> _EXERCISE DESCRIPTION_
Among the lines below, count those with "丈八三路". Give the total alone.

> _DATA TO USE_

○ ○ ○

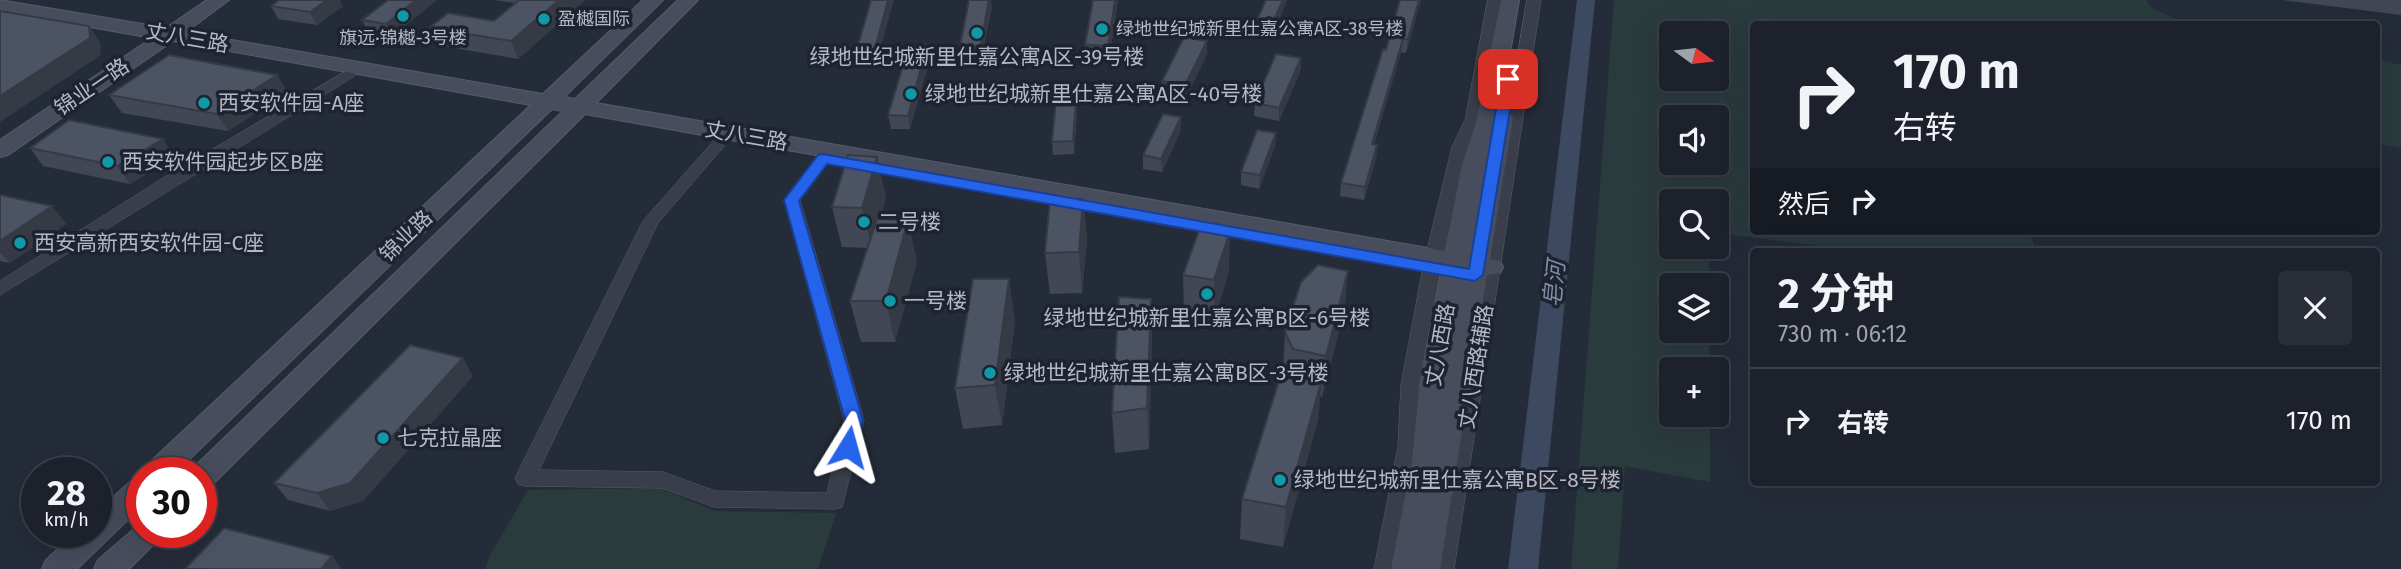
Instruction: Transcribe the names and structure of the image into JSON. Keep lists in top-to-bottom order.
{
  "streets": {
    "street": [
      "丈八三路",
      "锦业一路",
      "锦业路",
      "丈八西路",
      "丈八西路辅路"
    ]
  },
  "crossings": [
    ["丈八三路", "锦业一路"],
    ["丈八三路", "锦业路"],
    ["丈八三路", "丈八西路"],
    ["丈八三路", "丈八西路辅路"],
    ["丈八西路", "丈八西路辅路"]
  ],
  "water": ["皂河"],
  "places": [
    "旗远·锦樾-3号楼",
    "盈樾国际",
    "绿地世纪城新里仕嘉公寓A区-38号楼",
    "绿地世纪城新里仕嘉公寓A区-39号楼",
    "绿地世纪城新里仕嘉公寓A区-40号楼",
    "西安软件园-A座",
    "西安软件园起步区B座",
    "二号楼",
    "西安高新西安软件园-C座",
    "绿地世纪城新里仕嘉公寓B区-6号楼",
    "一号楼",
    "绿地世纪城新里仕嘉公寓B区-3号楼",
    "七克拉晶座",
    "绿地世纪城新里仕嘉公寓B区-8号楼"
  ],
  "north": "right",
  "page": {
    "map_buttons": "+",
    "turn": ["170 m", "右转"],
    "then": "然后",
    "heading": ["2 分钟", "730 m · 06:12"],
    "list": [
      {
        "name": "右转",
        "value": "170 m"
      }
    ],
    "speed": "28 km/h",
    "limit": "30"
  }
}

○ ○ ○

> _PROBLEM SOLUTION_
5